Эдгар По - Т. 4. Рассказы, не входившие в прижизненные сборники
Кроме этих четырех племен — коренных сиу — было еще пять отколовшихся, которые назывались ассинибойны. Из них ассинибойны менатопа, в количестве двухсот, жили на Мышиной реке, между рекой Ассинибойн и Миссури; двести пятьдесят Gens ties Feuilles занимали оба берега реки Белой; Большие Дьяволы, насчитывавшие четыреста пятьдесят человек, кочевали в верховьях реки Дикобразов и реки Молочной, а еще две группы, названия которых не упомянуты, бродили вдоль Саскачевана, общим числом около семисот. Эти отколовшиеся группы часто воевали с материнским племенем сиу.
Внешний облик сиу обычно уродлив; их конечности, по нашим понятиям о пропорциях тела, слишком коротки по сравнению с туловищем; у них выступающие скулы и выпуклые, тусклые глаза. Мужчины бреют голову, оставляя лишь длинную прядь на макушке, которая спускается им на плечи в виде косы; эту прядь они очень холят, но иногда срезают, по случаю особого торжества или траура. Вождь сиу в полном боевом облачении представляет поразительное зрелище. Все его тело вымазано жиром и углем. Рубаха из шкур достигает талии и подпоясана кушаком примерно в дюйм шириною, из такой же шкуры или материи; к нему прикреплено одеяло или шкура, продетая между ног. На плечах у него плащ из отбеленной шкуры бизона, которую в хорошую погоду носят мехом внутрь, а в дождь — мехом наружу. Плащ достаточно велик, чтобы можно было завернуться в него целиком, и часто украшен иглами дикобраза (которые гремят при движениях воина), а также множеством грубо нарисованных эмблем, указывающих на воинственность его владельца. На голове вождя укреплено ястребиное перо и иглы дикобраза.

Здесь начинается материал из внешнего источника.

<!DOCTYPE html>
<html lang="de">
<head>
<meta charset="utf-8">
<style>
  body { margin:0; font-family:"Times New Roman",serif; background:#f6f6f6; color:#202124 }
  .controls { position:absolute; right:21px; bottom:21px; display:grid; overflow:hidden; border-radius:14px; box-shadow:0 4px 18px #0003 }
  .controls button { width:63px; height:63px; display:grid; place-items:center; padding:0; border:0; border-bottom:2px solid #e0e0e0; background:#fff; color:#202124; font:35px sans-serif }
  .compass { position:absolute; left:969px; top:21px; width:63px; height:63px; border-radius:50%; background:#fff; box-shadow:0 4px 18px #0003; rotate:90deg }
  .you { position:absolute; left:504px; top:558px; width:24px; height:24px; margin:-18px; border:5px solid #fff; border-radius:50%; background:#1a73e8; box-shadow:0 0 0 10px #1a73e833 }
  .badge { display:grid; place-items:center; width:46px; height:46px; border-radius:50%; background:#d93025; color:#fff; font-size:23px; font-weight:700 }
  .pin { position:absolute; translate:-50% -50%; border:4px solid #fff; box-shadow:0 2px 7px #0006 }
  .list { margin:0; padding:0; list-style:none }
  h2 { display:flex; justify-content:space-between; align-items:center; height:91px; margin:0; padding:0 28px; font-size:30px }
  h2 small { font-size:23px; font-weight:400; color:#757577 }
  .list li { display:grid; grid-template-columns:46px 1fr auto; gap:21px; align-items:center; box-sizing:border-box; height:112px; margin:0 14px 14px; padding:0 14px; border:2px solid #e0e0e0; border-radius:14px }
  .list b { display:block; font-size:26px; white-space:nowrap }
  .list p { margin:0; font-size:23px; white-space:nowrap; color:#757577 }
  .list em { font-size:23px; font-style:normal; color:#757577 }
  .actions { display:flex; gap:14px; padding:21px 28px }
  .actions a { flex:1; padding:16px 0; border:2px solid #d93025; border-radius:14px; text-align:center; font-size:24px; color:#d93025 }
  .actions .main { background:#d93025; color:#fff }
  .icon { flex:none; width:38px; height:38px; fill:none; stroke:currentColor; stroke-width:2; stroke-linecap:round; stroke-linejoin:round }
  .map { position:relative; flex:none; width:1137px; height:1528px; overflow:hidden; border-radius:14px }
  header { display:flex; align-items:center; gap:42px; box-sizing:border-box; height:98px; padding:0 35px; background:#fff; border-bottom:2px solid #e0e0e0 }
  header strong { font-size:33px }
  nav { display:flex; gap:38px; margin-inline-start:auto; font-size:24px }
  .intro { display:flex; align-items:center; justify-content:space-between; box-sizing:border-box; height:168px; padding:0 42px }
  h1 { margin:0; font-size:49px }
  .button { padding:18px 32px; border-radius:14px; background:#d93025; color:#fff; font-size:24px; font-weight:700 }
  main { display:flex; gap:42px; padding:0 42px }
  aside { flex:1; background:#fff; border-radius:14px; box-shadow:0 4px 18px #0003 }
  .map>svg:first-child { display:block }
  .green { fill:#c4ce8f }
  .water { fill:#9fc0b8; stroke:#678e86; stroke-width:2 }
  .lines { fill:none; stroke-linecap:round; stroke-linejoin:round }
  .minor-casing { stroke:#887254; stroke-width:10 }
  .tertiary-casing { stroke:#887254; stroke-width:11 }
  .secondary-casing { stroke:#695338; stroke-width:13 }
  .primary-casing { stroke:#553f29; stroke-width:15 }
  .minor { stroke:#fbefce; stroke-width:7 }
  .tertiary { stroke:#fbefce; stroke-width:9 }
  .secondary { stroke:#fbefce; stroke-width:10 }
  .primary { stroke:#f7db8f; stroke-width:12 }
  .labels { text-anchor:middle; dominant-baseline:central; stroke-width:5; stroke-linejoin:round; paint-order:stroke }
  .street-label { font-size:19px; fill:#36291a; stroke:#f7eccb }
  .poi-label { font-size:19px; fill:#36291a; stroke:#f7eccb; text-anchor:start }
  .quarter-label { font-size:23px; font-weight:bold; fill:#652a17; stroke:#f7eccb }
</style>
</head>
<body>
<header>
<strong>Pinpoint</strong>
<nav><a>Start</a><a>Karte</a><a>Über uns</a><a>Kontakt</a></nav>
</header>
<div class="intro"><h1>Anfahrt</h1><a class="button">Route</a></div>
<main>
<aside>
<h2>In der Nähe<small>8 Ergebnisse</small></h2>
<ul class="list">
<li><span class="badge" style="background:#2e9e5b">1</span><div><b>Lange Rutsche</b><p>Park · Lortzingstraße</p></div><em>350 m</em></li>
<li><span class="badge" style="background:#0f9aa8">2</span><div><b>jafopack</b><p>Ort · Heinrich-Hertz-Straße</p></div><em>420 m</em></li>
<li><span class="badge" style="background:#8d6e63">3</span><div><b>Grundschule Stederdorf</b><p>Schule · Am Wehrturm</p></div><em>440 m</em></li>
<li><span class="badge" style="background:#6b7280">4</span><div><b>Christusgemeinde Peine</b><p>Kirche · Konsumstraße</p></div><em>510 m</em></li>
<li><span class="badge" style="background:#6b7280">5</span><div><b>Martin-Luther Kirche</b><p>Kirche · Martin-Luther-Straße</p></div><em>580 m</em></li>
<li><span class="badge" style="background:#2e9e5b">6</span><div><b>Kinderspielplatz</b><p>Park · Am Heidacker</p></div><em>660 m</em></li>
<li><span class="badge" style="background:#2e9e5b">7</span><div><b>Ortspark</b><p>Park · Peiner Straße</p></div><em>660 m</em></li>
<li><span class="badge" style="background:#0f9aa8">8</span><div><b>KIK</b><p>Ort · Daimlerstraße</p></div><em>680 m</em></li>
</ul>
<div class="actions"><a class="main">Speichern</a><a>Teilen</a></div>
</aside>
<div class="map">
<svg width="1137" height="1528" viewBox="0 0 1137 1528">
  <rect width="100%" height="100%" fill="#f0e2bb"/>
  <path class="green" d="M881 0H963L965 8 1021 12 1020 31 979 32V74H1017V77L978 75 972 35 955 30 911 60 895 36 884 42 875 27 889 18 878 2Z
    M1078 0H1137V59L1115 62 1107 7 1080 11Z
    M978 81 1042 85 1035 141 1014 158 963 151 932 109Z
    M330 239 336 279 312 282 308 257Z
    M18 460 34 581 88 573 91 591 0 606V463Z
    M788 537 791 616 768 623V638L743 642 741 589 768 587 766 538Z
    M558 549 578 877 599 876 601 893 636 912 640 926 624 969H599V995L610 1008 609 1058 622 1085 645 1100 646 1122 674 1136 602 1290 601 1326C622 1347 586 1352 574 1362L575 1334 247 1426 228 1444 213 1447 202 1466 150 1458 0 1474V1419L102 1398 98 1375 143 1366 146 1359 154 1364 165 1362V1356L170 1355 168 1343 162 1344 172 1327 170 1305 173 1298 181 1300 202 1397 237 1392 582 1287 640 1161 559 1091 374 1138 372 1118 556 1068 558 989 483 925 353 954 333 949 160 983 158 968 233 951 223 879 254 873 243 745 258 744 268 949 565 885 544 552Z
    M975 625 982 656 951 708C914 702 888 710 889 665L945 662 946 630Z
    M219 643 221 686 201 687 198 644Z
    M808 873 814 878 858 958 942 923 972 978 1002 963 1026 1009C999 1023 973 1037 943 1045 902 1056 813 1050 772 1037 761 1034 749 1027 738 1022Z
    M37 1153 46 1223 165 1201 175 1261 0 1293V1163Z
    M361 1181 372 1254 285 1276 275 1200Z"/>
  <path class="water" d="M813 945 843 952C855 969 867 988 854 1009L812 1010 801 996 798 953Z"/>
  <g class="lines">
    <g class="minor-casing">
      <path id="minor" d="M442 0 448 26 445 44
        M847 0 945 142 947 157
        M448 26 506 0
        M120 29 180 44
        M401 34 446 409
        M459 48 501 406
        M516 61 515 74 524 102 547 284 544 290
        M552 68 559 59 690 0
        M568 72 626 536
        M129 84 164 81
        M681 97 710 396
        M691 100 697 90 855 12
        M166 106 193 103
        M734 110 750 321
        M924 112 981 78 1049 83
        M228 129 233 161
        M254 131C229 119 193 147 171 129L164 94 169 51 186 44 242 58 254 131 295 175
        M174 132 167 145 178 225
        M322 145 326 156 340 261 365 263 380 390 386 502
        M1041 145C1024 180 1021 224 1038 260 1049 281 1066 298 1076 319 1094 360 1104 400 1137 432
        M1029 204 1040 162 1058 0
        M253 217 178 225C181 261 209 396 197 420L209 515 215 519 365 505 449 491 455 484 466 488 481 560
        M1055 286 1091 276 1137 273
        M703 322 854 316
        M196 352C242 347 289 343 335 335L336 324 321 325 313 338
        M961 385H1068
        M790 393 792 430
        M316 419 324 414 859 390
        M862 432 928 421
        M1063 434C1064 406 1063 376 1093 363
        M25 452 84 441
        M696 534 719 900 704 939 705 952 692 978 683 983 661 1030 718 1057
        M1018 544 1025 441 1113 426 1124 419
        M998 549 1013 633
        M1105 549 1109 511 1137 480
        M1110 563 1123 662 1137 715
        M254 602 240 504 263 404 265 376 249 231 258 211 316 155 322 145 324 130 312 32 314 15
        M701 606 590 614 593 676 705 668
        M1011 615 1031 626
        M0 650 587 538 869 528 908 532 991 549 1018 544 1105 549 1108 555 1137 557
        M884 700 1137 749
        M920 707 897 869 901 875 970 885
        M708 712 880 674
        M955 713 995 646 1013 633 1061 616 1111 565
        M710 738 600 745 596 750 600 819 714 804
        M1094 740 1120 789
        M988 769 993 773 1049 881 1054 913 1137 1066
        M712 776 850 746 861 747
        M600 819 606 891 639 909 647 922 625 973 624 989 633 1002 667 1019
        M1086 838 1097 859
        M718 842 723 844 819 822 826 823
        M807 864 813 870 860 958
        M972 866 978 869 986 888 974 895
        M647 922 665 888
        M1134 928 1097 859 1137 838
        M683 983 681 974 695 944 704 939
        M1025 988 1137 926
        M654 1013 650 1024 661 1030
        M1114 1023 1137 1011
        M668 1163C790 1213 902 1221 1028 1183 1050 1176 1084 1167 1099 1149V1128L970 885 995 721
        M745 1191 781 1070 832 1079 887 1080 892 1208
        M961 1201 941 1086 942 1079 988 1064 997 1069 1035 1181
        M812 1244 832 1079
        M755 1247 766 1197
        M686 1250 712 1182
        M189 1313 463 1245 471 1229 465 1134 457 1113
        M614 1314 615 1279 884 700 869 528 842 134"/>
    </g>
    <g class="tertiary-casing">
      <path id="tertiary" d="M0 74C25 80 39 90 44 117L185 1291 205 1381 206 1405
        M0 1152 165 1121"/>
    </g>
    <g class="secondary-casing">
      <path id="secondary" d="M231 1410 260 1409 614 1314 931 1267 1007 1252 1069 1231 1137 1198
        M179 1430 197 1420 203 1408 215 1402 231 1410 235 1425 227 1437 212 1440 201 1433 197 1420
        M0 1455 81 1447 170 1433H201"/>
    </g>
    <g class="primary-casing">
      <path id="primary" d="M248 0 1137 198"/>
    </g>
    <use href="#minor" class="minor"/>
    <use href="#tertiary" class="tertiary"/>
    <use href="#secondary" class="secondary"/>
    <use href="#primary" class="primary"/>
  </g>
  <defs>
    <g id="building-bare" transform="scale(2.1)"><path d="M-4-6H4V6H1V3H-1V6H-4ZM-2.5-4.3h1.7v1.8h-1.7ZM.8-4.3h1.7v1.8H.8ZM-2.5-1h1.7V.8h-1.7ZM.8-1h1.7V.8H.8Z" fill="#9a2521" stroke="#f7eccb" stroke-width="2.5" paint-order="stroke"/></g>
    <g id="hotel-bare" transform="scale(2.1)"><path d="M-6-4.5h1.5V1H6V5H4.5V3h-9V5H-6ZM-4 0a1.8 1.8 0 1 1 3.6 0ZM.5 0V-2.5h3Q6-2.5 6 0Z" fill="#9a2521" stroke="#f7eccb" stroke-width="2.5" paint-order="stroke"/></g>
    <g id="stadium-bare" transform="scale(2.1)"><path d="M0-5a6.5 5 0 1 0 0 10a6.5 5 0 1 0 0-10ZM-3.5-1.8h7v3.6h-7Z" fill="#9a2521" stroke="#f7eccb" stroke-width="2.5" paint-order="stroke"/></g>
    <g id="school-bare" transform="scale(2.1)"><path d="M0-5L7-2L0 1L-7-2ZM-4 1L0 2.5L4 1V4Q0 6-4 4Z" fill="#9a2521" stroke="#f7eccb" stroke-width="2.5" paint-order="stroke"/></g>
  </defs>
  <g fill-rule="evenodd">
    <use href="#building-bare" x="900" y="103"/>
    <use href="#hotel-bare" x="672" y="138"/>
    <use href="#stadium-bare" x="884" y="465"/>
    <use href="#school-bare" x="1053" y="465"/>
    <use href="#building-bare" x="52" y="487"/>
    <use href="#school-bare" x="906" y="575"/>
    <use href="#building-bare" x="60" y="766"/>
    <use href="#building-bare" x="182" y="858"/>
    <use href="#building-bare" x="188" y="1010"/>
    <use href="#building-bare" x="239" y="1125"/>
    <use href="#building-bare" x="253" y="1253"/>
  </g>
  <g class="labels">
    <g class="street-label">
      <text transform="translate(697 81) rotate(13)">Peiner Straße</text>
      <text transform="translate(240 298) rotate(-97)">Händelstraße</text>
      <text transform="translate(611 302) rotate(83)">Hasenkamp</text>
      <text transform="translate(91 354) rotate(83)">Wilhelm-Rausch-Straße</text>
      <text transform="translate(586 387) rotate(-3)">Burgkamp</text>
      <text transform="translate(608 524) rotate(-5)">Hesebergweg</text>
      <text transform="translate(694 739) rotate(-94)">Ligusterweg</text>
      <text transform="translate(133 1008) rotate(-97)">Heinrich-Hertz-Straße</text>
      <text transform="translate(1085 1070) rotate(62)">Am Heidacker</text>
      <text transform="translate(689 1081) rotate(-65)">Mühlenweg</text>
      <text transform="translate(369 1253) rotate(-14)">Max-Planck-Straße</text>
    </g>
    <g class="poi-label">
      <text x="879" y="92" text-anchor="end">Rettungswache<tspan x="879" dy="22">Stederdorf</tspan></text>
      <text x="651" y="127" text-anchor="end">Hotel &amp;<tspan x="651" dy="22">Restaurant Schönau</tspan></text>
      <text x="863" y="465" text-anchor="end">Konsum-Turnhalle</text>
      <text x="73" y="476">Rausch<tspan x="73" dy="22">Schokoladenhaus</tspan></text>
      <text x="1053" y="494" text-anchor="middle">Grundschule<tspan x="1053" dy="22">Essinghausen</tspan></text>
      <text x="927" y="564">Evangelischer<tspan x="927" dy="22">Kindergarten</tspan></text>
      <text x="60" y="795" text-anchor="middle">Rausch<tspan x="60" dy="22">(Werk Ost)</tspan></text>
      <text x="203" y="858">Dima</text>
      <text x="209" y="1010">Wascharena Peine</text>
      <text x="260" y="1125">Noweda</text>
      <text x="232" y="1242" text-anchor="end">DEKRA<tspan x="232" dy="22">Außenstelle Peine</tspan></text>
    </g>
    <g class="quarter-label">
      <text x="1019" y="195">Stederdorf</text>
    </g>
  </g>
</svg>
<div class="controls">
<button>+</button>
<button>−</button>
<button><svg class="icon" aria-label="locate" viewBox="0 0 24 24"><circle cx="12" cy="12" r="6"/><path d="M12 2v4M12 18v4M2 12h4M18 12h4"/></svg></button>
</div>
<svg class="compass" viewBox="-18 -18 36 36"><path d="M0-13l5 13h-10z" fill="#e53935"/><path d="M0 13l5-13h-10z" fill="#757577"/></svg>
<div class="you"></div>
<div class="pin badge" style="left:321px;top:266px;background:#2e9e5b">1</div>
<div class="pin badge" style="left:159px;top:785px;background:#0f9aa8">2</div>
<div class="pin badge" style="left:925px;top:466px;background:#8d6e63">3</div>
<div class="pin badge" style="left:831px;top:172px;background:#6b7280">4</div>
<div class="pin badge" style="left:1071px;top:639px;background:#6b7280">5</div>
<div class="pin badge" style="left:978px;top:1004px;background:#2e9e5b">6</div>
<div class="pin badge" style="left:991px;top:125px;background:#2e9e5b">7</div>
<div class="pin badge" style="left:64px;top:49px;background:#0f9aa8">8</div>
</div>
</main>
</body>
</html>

Вместо панталон — поножи из выделанной шкуры антилопы, с боковыми швами дюйма в два шириною и украшениями из прядей волос, взятых у какого-нибудь оскальпированного врага. Мокасины сшиты из шкуры лося или бизона мехом внутрь; в торжественных случаях вождь волочит за каждым из мокасин хорьковую шкурку. Сиу питают пристрастие к этому неприятному животному и любят делать из его шкуры кисеты и другие вещи.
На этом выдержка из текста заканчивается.